To do:
Take every line in the entries that includes the word "down" and copy it.

Entries provided:
....................
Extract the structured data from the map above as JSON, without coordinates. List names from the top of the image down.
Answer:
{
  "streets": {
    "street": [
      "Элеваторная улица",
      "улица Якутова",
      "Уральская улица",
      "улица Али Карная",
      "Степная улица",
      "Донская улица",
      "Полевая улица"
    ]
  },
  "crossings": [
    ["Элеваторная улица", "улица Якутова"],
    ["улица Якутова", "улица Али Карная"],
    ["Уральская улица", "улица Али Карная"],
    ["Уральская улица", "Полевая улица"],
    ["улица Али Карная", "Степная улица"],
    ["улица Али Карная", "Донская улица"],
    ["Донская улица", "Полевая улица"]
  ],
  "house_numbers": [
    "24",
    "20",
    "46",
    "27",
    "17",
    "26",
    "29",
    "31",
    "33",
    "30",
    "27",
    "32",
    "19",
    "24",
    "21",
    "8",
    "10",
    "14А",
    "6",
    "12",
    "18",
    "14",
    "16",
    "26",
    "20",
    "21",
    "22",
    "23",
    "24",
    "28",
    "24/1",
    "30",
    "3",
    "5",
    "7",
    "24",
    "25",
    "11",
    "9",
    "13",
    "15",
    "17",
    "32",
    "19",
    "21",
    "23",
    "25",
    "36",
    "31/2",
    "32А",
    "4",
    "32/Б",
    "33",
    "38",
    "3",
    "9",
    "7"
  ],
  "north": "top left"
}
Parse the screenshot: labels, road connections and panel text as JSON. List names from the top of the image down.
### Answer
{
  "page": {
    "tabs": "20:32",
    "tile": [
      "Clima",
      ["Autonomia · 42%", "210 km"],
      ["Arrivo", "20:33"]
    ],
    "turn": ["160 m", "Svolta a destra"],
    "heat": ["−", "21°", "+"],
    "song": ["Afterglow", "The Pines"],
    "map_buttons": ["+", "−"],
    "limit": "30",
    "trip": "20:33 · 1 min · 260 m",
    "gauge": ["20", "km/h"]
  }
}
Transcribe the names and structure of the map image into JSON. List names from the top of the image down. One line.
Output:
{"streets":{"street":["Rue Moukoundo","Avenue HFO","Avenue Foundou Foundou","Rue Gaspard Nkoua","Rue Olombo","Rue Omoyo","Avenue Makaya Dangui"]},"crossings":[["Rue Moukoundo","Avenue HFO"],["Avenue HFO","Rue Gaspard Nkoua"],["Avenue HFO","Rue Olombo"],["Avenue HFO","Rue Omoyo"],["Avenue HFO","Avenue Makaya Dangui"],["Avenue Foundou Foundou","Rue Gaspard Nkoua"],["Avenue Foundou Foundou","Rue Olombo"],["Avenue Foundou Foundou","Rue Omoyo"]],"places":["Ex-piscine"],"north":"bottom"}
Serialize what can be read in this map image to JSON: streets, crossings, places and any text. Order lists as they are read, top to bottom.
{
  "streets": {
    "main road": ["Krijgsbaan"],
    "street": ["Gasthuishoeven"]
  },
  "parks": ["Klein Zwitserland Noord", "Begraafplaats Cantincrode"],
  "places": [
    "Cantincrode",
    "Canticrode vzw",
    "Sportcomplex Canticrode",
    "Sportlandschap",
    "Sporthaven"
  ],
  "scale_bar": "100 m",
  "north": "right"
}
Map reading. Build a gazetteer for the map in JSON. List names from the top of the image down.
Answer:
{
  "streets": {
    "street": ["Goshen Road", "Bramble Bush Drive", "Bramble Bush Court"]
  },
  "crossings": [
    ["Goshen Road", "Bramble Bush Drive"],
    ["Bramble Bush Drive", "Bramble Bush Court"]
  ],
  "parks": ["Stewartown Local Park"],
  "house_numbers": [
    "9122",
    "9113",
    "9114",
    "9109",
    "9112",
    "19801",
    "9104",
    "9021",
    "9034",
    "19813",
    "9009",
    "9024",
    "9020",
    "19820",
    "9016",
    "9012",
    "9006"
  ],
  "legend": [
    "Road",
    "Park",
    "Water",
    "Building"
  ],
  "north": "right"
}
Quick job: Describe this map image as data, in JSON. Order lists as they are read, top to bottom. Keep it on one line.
....................
Task response:
Extract the structured data from the map above as JSON, without coordinates. List names from the top of the image down.
Parse the screenshot: labels, road connections and panel text as JSON. List names from the top of the image down.
Transcribe the names and structure of the map image into JSON. List names from the top of the image down. One line.
Map reading. Build a gazetteer for the map in JSON. List names from the top of the image down.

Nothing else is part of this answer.